Berlin (epd). Der Vorsitzende der Bundestags-Enquete-Kommission zum Afghanistan-Einsatz der Bundeswehr, Michael Müller (SPD), hat weitere Bemühungen gefordert, gefährdete Afghaninnen und Afghanen in Deutschland aufzunehmen. Von insgesamt mehr als 45.000 Personen befänden sich immer noch 15.000 Menschen in Afghanistan selbst oder im Nachbarland Pakistan in einer teils verzweifelten Lage, sagte Müller am Mittwoch in Berlin.
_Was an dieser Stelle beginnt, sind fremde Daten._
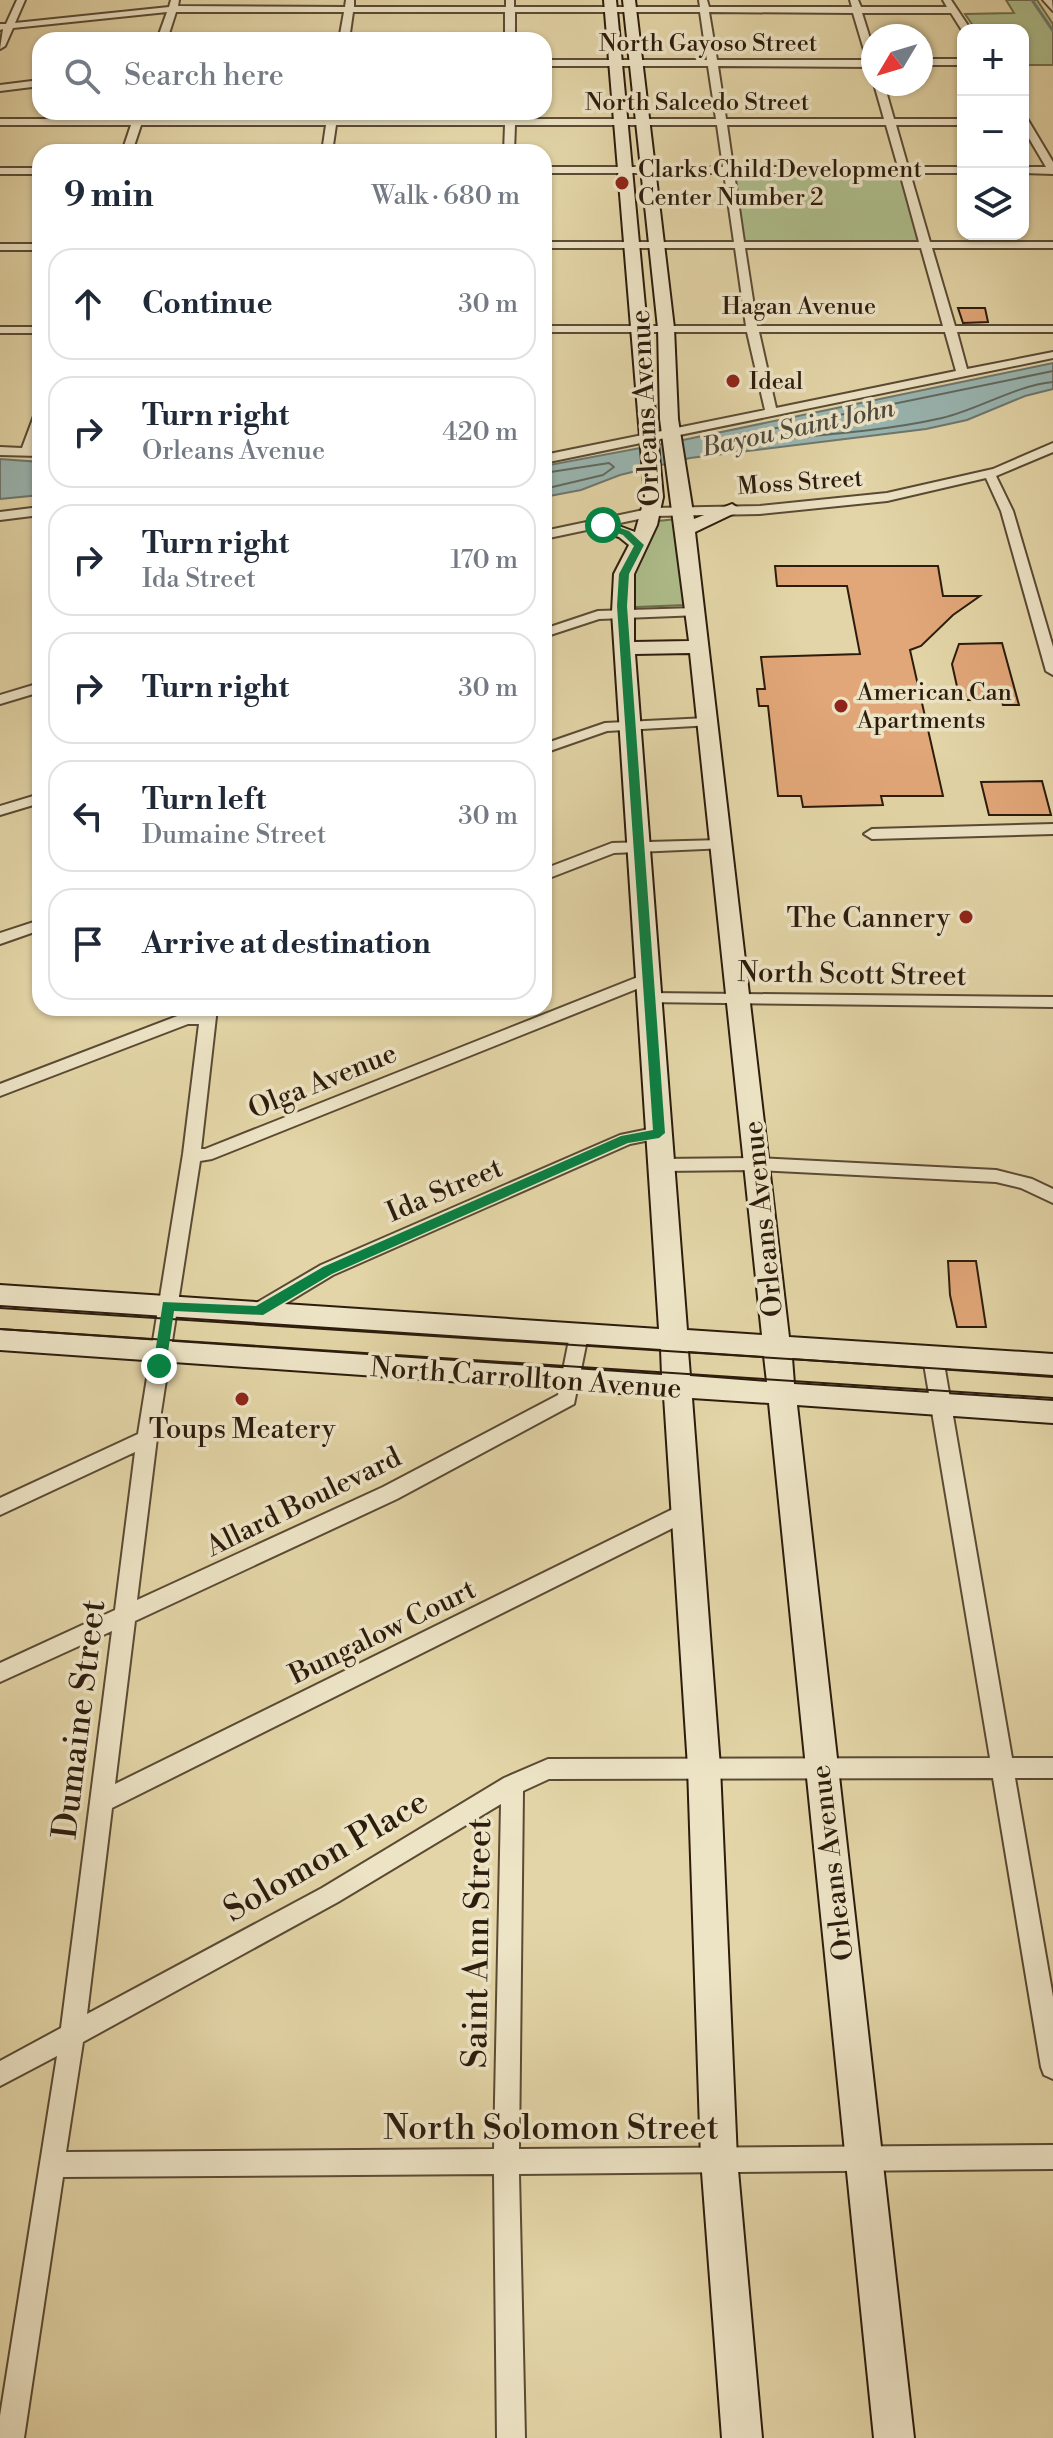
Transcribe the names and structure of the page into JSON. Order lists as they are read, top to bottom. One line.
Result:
{"streets":{"street":["North Gayoso Street","North Salcedo Street","Hagan Avenue","Orleans Avenue","Moss Street","North Scott Street","Olga Avenue","Ida Street","North Carrollton Avenue","Allard Boulevard","Bungalow Court","Dumaine Street","Solomon Place","Saint Ann Street","North Solomon Street"]},"crossings":[["North Gayoso Street","Orleans Avenue"],["North Salcedo Street","Orleans Avenue"],["Hagan Avenue","Orleans Avenue"],["Orleans Avenue","North Scott Street"],["Orleans Avenue","Olga Avenue"],["Orleans Avenue","Ida Street"],["Orleans Avenue","North Carrollton Avenue"],["Orleans Avenue","Bungalow Court"],["Orleans Avenue","Solomon Place"],["Orleans Avenue","North Solomon Street"],["North Scott Street","Olga Avenue"],["Olga Avenue","Dumaine Street"],["Ida Street","North Carrollton Avenue"],["North Carrollton Avenue","Allard Boulevard"],["North Carrollton Avenue","Dumaine Street"],["Allard Boulevard","Dumaine Street"],["Bungalow Court","Dumaine Street"],["Dumaine Street","Solomon Place"],["Dumaine Street","North Solomon Street"],["Solomon Place","Saint Ann Street"],["Saint Ann Street","North Solomon Street"]],"water":["Bayou Saint John"],"places":["Clarks Child Development Center Number 2","Ideal","American Can Apartments","The Cannery","Toups Meatery"],"north":"bottom left","page":{"map_buttons":["+","−"],"search":"Search here","heading":["9 min","Walk · 680 m"],"list":[["Continue","30 m"],["Turn right","Orleans Avenue","420 m"],["Turn right","Ida Street","170 m"],["Turn right","30 m"],["Turn left","Dumaine Street","30 m"],"Arrive at destination"]}}
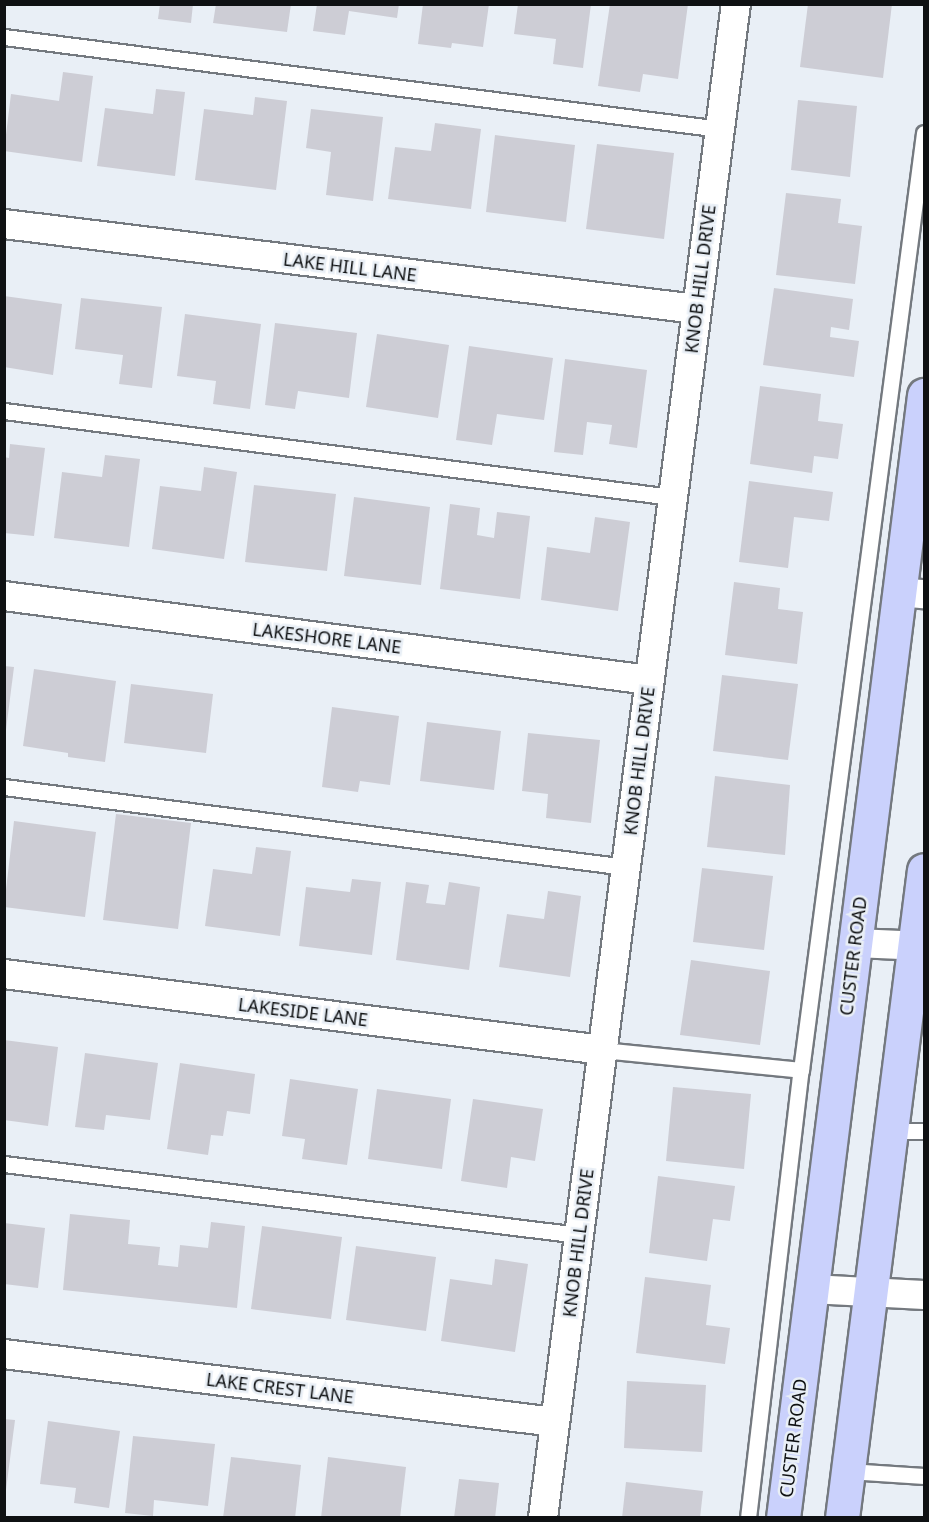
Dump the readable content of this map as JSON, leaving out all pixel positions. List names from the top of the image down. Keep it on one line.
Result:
{"streets":{"main road":["CUSTER ROAD"],"street":["LAKE HILL LANE","KNOB HILL DRIVE","LAKESHORE LANE","LAKESIDE LANE","LAKE CREST LANE"]},"crossings":[["LAKE HILL LANE","KNOB HILL DRIVE"],["KNOB HILL DRIVE","LAKESHORE LANE"],["KNOB HILL DRIVE","LAKESIDE LANE"],["KNOB HILL DRIVE","LAKE CREST LANE"]]}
Der frühere Regierende Bürgermeister von Berlin schloss sich beim 3. Ortskräftekongress teilweise den Forderungen des Patenschaftsnetzwerks Ortskräfte an, das sich für die afghanischen Mitarbeiter der Deutschen während des Bundeswehreinsatzes in dem Land einsetzt. Mit Blick auf die Hürden in den Aufnahmeverfahren kritisierte Müller: „Was nicht legitim ist, ist, dass die Leute keine Chance haben, in diesen Verfahren zu bestehen.“ Derzeit ist zudem nicht sicher, ob das Bundesaufnahmeprogramm, das im Oktober 2022 gestartet worden ist, im kommenden Jahr noch finanziert wird. Darüber werde im Rahmen der gegenwärtigen Haushaltsberatungen verhandelt, sagte Müller.
Das Bundesaufnahmeprogramm richtet sich an Menschen, die wegen ihres Einsatzes für Frauen- und Menschenrechte oder ihrer früheren Arbeit in wichtigen gesellschaftlichen Bereichen wie Justiz, Bildung oder Politik Verfolgung durch die Taliban fürchten müssen. Auch Familienangehörige können so nach Deutschland einreisen. Ursprünglich war vorgesehen, 1.000 Menschen pro Monat die Einreise zu ermöglichen. Tatsächlich sind bis heute nur knapp 600 Personen über das Programm gekommen. Insgesamt wurden laut Innenministerium für mehr als 2.800 Personen Aufnahmezusagen erteilt.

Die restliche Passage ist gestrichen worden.